The second issue is: who has the final authority to direct that further treatment is futile and the life support systems should be turned off? In India this issue was addressed in the SC judgment in “Aruna Shanbaug vs. Union of India”. The “vegetative state” was described and the distinction between active and passive euthanasia defined. A procedure was laid down for passive euthanasia, because “unscrupulous doctors may fabricate material to show that it is a terminal case with no chance of recovery”. But the procedure was so complex that no state saw fit to adopt it. As a result, we are still in a position where the medical decision is conveyed to the relatives and consent taken for switching off life support. Any ensuing legal tangles are left to the convoluted vagaries of the Indian judicial system.
The third issue relates to the ability to detect the presence of mutated genes which would make life outside the womb impossible. Genetic profiling is now commercially available in India. If an abnormal gene was identified in a fetus, such that life outside the womb would be impossible, would that justify an MTP? Court rulings are already on record permitting MTP because one fetus had severe cardiac abnormalities and another an absent skull, both of which were uncorrectable and incompatible with life outside the womb. Would the same logic apply for a “genetic diagnosis”?

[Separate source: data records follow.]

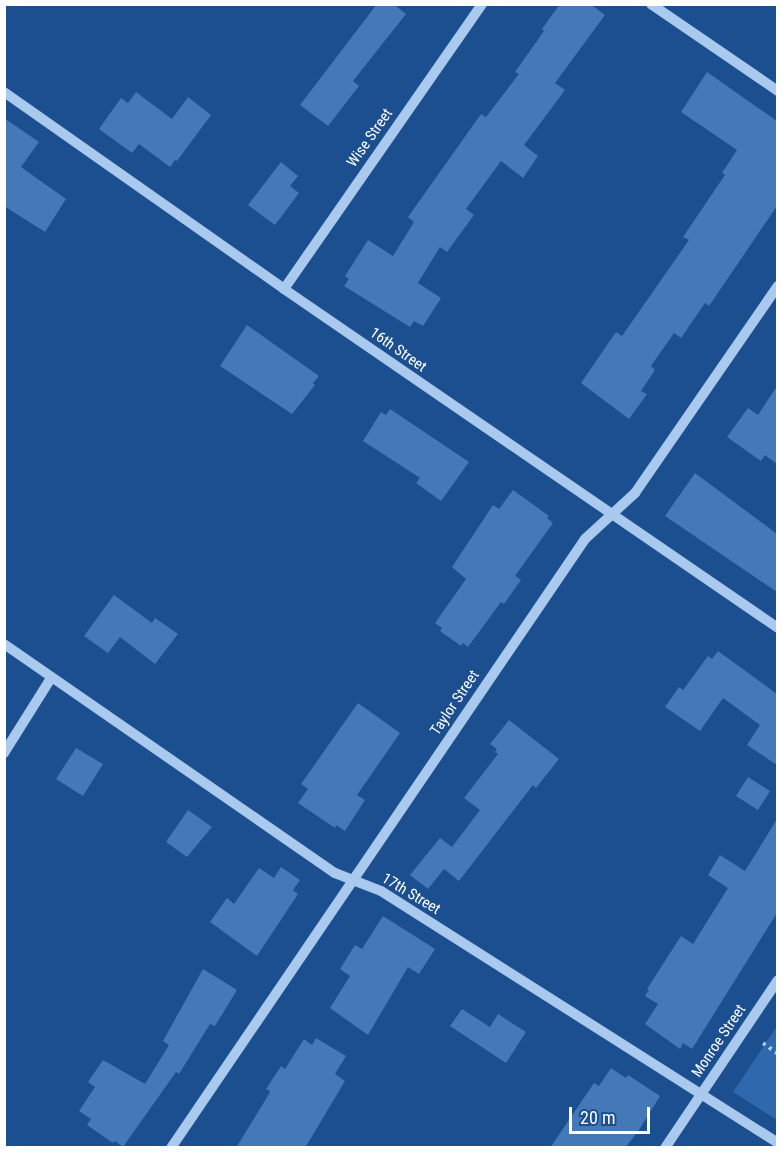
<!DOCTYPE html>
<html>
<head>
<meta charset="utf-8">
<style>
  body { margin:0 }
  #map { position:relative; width:782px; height:1152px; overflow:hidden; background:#1b4f8f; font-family:"Roboto Condensed",sans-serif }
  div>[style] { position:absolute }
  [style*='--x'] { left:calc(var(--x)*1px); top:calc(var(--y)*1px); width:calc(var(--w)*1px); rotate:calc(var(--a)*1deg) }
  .green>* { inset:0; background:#2e69ad }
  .building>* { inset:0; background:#4478b7 }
  .path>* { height:4px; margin-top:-2px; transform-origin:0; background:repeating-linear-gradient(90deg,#a9c9ee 0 3px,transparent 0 7.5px) }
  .minor>* { height:10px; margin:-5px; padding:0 5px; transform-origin:5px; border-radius:5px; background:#a9c9ee }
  span { translate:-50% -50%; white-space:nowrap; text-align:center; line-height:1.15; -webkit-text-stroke:5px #1b4f8f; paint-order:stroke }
  .street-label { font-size:15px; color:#fff }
  .frame { position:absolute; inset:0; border:6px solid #fff; pointer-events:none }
  .scale { position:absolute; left:569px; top:1107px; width:81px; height:27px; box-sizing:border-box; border:3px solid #fff; border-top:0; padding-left:8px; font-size:18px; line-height:21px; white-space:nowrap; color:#fff; -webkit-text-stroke:4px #1b4f8f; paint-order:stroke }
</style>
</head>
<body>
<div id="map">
  <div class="green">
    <div style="clip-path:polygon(777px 1026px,777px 1120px,733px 1092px)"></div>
  </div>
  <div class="building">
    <div style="clip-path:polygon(377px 4px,393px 4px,406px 14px,353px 81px,359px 86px,328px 126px,300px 105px)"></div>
    <div style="clip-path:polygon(560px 4px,590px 4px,605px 15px,555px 83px,565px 90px,524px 145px,538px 156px,523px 178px,501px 161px,466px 209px,474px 215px,447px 252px,440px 247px,418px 283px,441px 298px,423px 326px,414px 321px,410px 327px,344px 286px,349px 279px,345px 276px,368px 240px,393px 256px,414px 222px,408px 217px,481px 114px,486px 117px,519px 74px,515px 72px,544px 31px,542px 29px)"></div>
    <div style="clip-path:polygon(707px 72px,777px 121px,777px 206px,709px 306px,705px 303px,681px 338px,674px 333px,651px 366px,655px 370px,641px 391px,647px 394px,629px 419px,581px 383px,616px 332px,622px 336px,689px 240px,683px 237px,725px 175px,722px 173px,737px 150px,681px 112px)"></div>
    <div style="clip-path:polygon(136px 92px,172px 119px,188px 97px,211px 115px,177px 161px,175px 160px,170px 167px,139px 144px,132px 153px,99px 129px,121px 98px,128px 103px)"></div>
    <div style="clip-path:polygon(4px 118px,39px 142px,21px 167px,66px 199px,45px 232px,4px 206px)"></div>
    <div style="clip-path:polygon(281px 162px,298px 176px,290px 186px,299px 193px,275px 225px,248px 205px)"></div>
    <div style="clip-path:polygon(247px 325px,319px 376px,313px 383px,315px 385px,292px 414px,220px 366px)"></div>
    <div style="clip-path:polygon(777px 386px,777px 464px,765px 455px,761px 461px,727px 437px,748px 408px,758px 415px)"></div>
    <div style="clip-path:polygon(390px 409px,469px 462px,441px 501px,416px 483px,420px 478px,363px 441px,381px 412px,386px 415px)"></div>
    <div style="clip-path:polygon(695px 473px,777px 534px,777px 592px,665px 516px)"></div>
    <div style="clip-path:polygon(513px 490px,549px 516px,547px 518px,553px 523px,515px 576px,521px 580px,504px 604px,501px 602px,468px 647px,463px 643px,461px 646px,440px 631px,442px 628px,435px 623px,466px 579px,452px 567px,493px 505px,499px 509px)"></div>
    <div style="clip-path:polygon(114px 595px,152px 623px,155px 618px,178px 634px,155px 664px,120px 637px,108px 653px,84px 636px)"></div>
    <div style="clip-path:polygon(718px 651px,777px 694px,777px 765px,747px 745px,760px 725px,723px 698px,700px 731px,665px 707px,679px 687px,683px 690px,708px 656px,712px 659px)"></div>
    <div style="clip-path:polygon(358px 703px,400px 733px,357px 795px,365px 800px,345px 831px,336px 825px,335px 828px,298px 803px,308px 789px,301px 784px)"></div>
    <div style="clip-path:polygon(509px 720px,559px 759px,536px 788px,533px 785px,459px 881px,444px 869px,428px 889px,410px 875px,440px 838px,452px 847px,480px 810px,464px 798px,498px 754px,495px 752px,497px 749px,490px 744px)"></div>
    <div style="clip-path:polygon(76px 748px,103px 764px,83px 796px,56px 779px)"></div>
    <div style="clip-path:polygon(748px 777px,770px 791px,758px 810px,736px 796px)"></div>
    <div style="clip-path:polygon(188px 810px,212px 827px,187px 857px,166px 842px)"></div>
    <div style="clip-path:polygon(777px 819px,777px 913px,692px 1049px,683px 1043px,680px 1049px,645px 1024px,658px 1004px,645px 996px,649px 990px,647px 989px,681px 936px,693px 944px,728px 888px,708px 875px,720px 855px,745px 871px)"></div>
    <div style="clip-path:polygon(281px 867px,300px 880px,293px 890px,298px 894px,257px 956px,210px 922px,227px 898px,234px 904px,259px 868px,274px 878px)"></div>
    <div style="clip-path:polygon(383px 916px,435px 949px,419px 974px,408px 967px,368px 1035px,330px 1008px,350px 976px,340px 969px,355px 945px,362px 949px)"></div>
    <div style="clip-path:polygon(203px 969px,237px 990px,215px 1026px,210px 1024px,179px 1074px,176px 1072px,123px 1147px,115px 1141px,113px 1143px,87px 1125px,91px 1119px,79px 1111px,95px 1087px,88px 1082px,103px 1060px,145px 1084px,169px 1045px,163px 1041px)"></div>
    <div style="clip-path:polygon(462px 1009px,490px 1027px,498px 1014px,526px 1032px,506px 1063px,450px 1026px)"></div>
    <div style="clip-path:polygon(316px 1038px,346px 1056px,335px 1074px,345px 1081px,305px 1148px,236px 1148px,269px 1094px,270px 1091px,266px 1089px,281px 1066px,285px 1069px,304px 1039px,312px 1045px)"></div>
    <div style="clip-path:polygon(611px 1068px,626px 1078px,628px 1075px,660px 1096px,639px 1130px,625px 1148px,550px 1148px,594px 1083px,599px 1086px)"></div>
  </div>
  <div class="path">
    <div style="--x:763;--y:1043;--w:19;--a:36"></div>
  </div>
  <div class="minor">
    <div style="--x:651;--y:4;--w:154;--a:34.4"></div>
    <div style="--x:4;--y:92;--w:342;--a:35.1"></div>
    <div style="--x:284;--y:289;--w:599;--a:34.46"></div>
    <div style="--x:284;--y:289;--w:347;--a:-55.2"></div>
    <div style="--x:4;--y:644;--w:402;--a:34.7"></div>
    <div style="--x:335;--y:873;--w:49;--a:21.4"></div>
    <div style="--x:381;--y:891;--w:470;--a:32.4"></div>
    <div style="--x:4;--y:753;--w:89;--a:-57.9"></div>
    <div style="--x:171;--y:1148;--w:736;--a:-55.79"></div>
    <div style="--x:585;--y:539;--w:68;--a:-42.6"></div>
    <div style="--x:635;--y:493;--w:252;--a:-55.4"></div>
    <div style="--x:665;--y:1148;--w:202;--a:-56.1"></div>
  </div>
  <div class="street-label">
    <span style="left:370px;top:138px;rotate:-55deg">Wise Street</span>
    <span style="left:398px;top:350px;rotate:35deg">16th Street</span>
    <span style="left:455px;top:703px;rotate:-56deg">Taylor Street</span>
    <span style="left:411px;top:894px;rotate:31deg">17th Street</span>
    <span style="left:719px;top:1041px;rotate:-56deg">Monroe Street</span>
  </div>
  <div class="frame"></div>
  <div class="scale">20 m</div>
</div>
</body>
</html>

The fourth issue is genetic editing. A new dawn has broken in the ability to correct genetic mutations with Shoukhrat Mitalipov introducing a new technique, the CRISPR-Cas9, to remove the offending gene with a “genetic scissors” without replacing it as was done before. With this technique, genes causing cardiomyopathy and favism, a type of anemia, were successfully corrected. This appears to be the future of human therapy, but it needs close regulation, because it won’t be long before parents start demanding designer babies. After all the Garbh Vigyan Sanskar (Uterus Science Culture) has already institutionalized the concept with their “intimacy protocol” to produce offspring “taller, fairer and smarter”.
Charlie Gard left us with a lot to think about. May his soul rest in the peace he never found in this world.
(The writer is a founder member of the Voluntary Health Association of Goa).